In January last year Musharraf said he believed Bin Laden was probably dead. A year later he said he was alive and moving either in Afghanistan or perhaps in the Pakistani tribal areas.

"Yet Western diplomats say they believe the Pakistani authorities are committed to the hunt for Bin Laden, although they admit that frequently the official accounts of the timing and location of successful arrests do not square with reality," the report stated.

"Pakistan must now end the charade and get Bin Laden... With so much of the retaliation infrastructure gone or unsustainable, Bin Laden's martyrdom does not pose nearly the threat it did a year ago," Ijaz told the paper.

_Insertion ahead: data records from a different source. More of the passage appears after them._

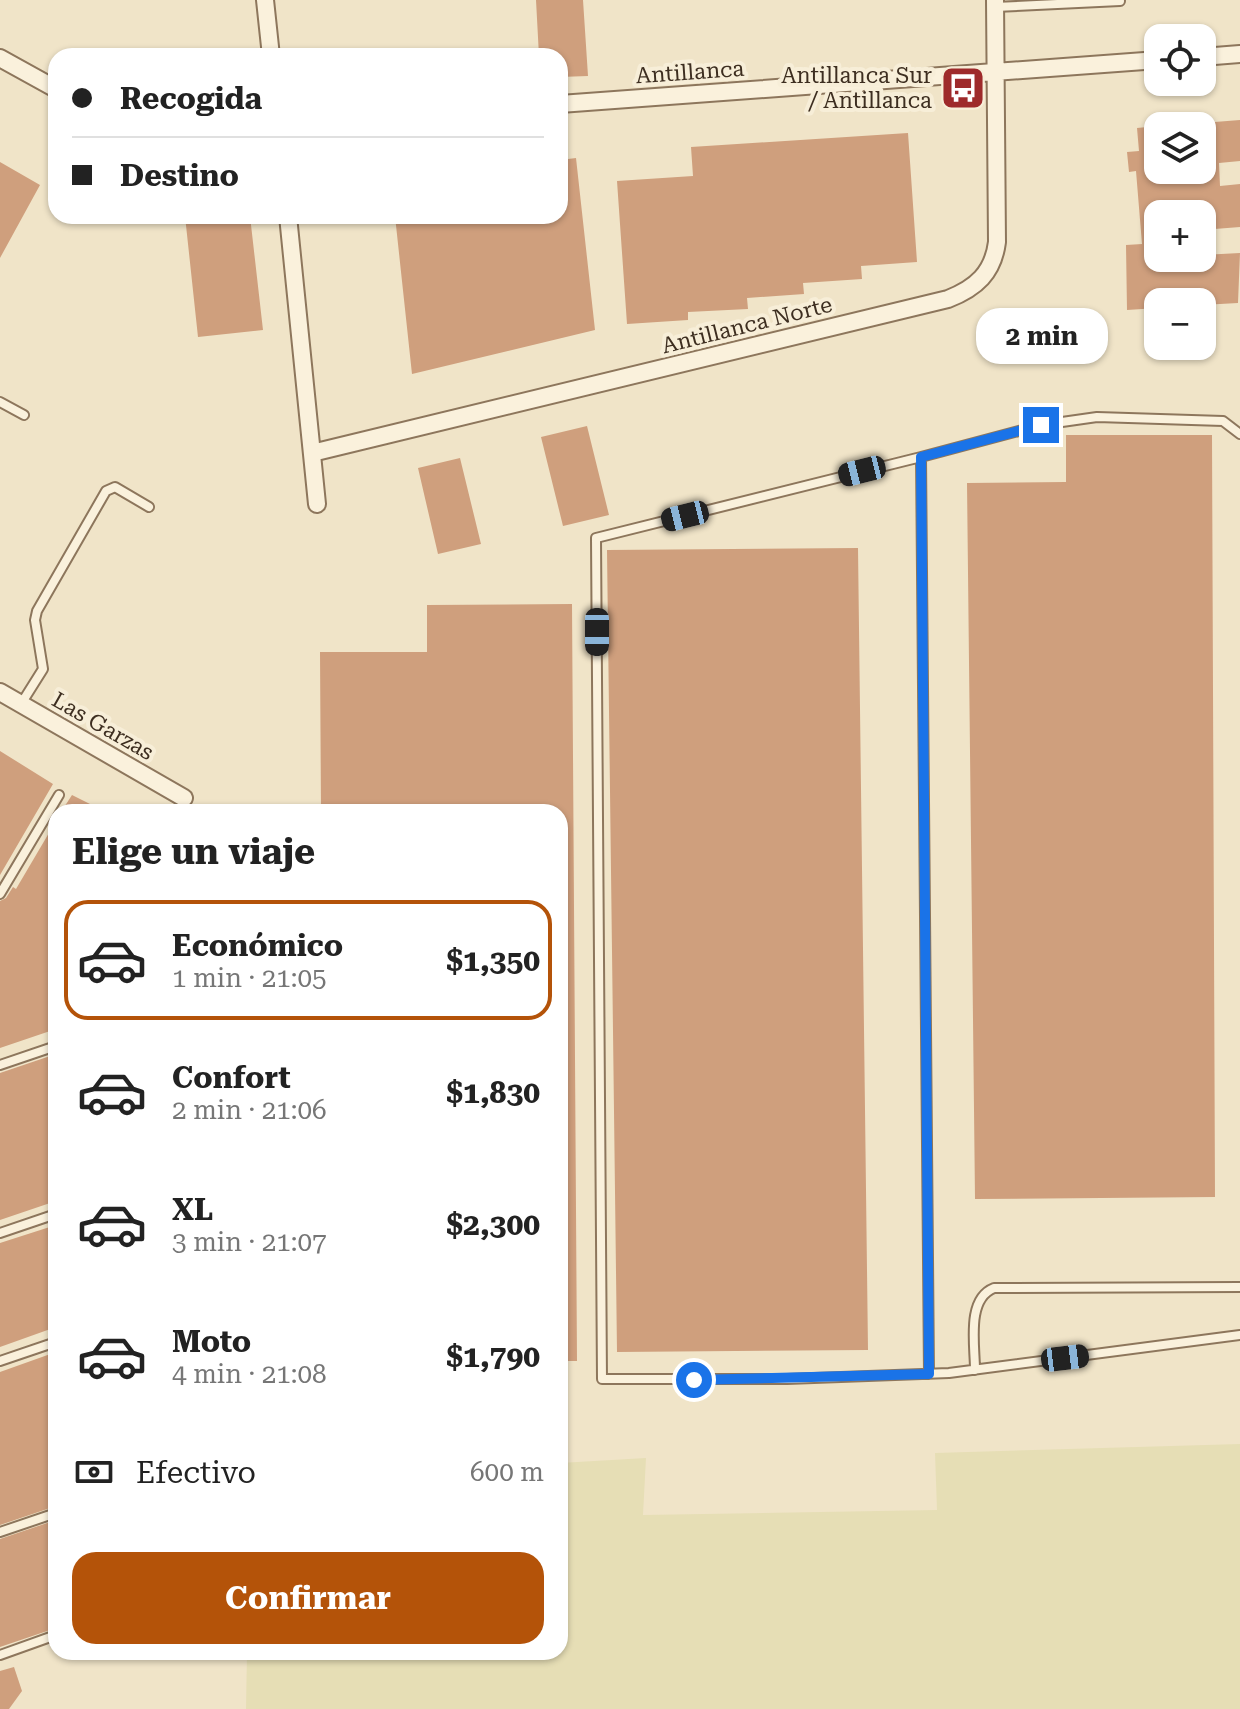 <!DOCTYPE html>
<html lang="es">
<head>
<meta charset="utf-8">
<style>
  body { margin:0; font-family:"Roboto Serif",serif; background:#f2f2f2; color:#222; height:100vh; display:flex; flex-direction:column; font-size:30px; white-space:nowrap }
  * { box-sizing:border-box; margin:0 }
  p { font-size:26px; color:#767676 }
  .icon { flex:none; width:44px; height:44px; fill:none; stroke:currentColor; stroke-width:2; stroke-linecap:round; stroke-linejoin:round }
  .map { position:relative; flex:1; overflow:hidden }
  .side { position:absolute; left:48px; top:804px; width:520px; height:856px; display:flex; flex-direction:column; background:#fff; border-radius:24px; box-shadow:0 2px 6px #0004 }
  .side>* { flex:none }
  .hud { position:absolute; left:48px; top:48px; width:520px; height:176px; border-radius:24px; box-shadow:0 2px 6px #0004; display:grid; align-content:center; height:176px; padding:0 24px; background:#fff }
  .controls { position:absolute; left:1144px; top:24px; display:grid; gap:16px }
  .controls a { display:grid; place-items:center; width:72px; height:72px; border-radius:16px; background:#fff; box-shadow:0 2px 6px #0004; font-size:40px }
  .end { position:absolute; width:36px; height:36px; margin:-18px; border:10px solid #1a73e8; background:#fff; box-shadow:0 0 0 4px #fff }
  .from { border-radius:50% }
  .bubble { position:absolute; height:56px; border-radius:24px; background:#fff; box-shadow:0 2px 6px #0004; font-size:26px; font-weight:700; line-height:56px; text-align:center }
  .car { position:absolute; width:24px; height:48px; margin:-24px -12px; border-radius:10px; box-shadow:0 0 6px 2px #0007; background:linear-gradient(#222 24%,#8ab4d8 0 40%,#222 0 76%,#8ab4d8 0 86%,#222 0) }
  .hud b { display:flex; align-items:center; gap:28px; height:76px; font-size:30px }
  .hud b+b { border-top:2px solid #e0e0e0 }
  .hud i { width:20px; height:20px; background:#222 }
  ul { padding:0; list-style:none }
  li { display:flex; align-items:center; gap:24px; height:120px; margin:0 16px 12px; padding:0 8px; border:4px solid transparent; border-radius:24px }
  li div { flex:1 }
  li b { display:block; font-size:30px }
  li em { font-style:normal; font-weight:700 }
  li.selected { border-color:#b45309 }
  li>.icon { width:72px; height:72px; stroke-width:1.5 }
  h2 { padding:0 24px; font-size:36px; line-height:96px }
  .pay { display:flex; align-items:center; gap:20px; height:88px; padding:0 24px; font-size:30px }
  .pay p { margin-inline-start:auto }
  .primary-button { display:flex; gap:16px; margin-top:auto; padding:16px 24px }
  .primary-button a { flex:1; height:92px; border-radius:24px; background:#b45309; color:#fff; font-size:32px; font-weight:700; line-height:92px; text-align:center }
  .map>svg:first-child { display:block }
  .farmland { fill:#e6deb5 }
  .building { fill:#cf9f7d }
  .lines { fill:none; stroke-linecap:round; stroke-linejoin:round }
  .service-casing { stroke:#8d765c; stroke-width:12 }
  .minor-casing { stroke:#8d765c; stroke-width:20 }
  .service { stroke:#faf1dc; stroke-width:8 }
  .minor { stroke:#faf1dc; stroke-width:16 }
  .route { stroke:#1a73e8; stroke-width:10 }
  .labels { text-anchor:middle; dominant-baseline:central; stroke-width:8; stroke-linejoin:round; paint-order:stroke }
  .street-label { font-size:22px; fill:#3d2e20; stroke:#f7eed8 }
  .poi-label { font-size:22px; fill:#3d2e20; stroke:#f7eed8; text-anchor:end }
</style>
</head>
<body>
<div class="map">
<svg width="1240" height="1709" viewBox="0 0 1240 1709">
  <rect width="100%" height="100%" fill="#f0e4c8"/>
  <path class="farmland" d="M1240 1444V1709H246L247 1652H560V1463L646 1458 643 1515 937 1510 935 1453Z"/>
  <path class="building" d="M536 0H583L588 76 560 77V56H539Z
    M1240 120V161L1219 163 1220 186 1240 184V227L1202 230V214H1158V258H1202V255L1240 253 1238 303 1202 305V302H1158V308L1127 310 1126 245 1142 244 1136 171 1129 172 1127 152 1139 151 1137 128 1158 126V170H1202V123Z
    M908 133 917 262 861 266 862 279 803 283 804 294 747 298 748 309 688 312V320L627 324 617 181 693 176 691 147Z
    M576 158 595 330 412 374 395 216H560V160Z
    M0 162 40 185 0 258Z
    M185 216H250L263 330 198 337Z
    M587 426 609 515 563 526 541 437Z
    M1066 435H1212L1215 1197 975 1199 967 483 1066 482Z
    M460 458 481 544 438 554 418 468Z
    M858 548 868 1350 617 1352 607 550Z
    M572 604 577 1361H560V812H321L320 652H427V605Z
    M0 751 53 784 0 875Z
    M72 795 106 812H61Z
    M56 821V1029L0 1048V901L6 898 13 887 16 889Z
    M56 1054V1201L0 1220V1073Z
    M56 1225V1327L0 1347V1243Z
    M56 1352V1506L0 1525V1372Z
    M56 1520V1628L0 1647V1539Z
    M14 1667 22 1691 9 1709H0V1671Z"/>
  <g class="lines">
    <g class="service-casing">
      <path id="service" d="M995 7 1120 1
        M0 402 24 415
        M921 457 596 538 602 1379H787L949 1373 1240 1335
        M21 704 43 669 35 620 37 611 106 491 115 487 149 507
        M0 894 59 795
        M0 1065 56 1046
        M0 1233 56 1214
        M0 1361 56 1342
        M975 1370C975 1345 966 1299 994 1288L1240 1287
        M929 1374 921 457 1041 425 1097 417 1223 421 1240 434
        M0 1532 56 1513
        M0 1655 56 1635"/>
    </g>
    <g class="minor-casing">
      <path id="minor" d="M265 0 271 56
        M1202 57 1240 54
        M0 58 56 89
        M560 104 1158 60
        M288 216 317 504
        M312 453 948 299C976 288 993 273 997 242L995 0
        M0 692 184 798"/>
    </g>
    <use href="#service" class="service"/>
    <use href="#minor" class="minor"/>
  </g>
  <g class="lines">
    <path class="route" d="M694 1380 929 1374 921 457 1041 425"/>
  </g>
  <defs>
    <g id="bus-square" transform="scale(2.3)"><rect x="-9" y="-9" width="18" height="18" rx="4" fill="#9e2a2b" stroke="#f7eed8"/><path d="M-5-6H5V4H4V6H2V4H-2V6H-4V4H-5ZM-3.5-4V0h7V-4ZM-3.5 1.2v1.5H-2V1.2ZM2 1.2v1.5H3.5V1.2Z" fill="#fff"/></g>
  </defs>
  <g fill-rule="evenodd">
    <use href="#bus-square" x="963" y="88"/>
  </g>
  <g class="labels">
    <g class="street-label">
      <text transform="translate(690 72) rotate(-4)">Antillanca</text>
      <text transform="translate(747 325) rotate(-14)">Antillanca Norte</text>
      <text transform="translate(103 726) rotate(30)">Las Garzas</text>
    </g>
    <g class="poi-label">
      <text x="932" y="75">Antillanca Sur<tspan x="932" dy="25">/ Antillanca</tspan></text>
    </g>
  </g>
</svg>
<div class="controls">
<a><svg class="icon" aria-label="locate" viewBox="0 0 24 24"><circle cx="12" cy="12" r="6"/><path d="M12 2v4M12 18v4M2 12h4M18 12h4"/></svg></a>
<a><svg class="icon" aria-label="layers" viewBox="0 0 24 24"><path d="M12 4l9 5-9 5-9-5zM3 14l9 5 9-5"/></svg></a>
<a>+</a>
<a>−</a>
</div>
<i class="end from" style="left:694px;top:1380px"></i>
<i class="end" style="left:1041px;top:425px"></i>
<div class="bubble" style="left:976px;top:308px;width:132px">2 min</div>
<i class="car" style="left:862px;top:471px;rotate:256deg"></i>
<i class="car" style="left:685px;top:516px;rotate:256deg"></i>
<i class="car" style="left:597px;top:632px;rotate:180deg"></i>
<i class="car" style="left:1065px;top:1358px;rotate:83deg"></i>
<div class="hud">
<b><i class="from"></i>Recogida</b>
<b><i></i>Destino</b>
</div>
<section class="side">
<h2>Elige un viaje</h2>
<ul>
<li class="selected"><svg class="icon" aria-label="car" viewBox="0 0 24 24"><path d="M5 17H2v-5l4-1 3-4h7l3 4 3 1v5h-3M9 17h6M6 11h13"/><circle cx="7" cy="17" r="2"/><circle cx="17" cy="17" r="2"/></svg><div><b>Económico</b><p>1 min · 21:05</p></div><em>$1,350</em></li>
<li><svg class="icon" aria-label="car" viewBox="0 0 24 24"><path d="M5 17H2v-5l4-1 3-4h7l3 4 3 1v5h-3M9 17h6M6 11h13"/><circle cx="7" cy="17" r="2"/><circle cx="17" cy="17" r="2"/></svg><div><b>Confort</b><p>2 min · 21:06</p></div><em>$1,830</em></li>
<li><svg class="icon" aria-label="car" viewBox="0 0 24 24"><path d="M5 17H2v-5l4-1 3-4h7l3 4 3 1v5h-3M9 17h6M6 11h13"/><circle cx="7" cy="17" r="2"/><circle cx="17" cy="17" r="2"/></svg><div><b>XL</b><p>3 min · 21:07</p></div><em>$2,300</em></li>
<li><svg class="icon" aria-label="car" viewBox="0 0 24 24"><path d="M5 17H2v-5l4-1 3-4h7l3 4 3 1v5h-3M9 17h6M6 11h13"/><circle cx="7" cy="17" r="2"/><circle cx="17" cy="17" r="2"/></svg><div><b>Moto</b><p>4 min · 21:08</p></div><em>$1,790</em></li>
</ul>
<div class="pay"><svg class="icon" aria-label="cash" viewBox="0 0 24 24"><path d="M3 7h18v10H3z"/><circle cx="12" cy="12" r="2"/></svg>Efectivo<p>600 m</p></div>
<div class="primary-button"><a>Confirmar</a></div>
</section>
</div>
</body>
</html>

According to Ijaz, Bin Laden is hiding in the "northern tribal areas", part of the long belt of seven deeply conservative tribal agencies which stretch down the length of the mountain ranges that mark Pakistan's winding border with Afghanistan.

The paper said that Ijaz, who recently visited Pakistan, believed that Bin Laden was protected by an elaborate security cordon of three concentric circles, in which he is guarded first by a ring of tribesmen, whose duty is to report any approach by Pakistani troops or US Special Forces.

Inside them is a tighter ring, around 19 km in diameter, made up of tribal elders who would warn if the outer ring were breached.

At the centre of the circles is Bin Laden himself, protected by one or two of his closest relatives and advisers.

Bin Laden has reportedly agreed with the elders' argument that he will use no electronic communications but handwritten notes, and will move only at night and between specified places within a limited radius.

Pakistani Interior Minister Faisal Saleh Hayat told the daily: "We have been getting reports of his presence across the border inside Afghanistan and along the border area also.

"Not all reports have been credible at times. If others were credible, we would certainly have been able to get near to him but certainly that has not been the position so far."

Talat Masood, a retired Pakistani general and security analyst said: "I think the Americans find their reliance on the Pakistanis is now increasing."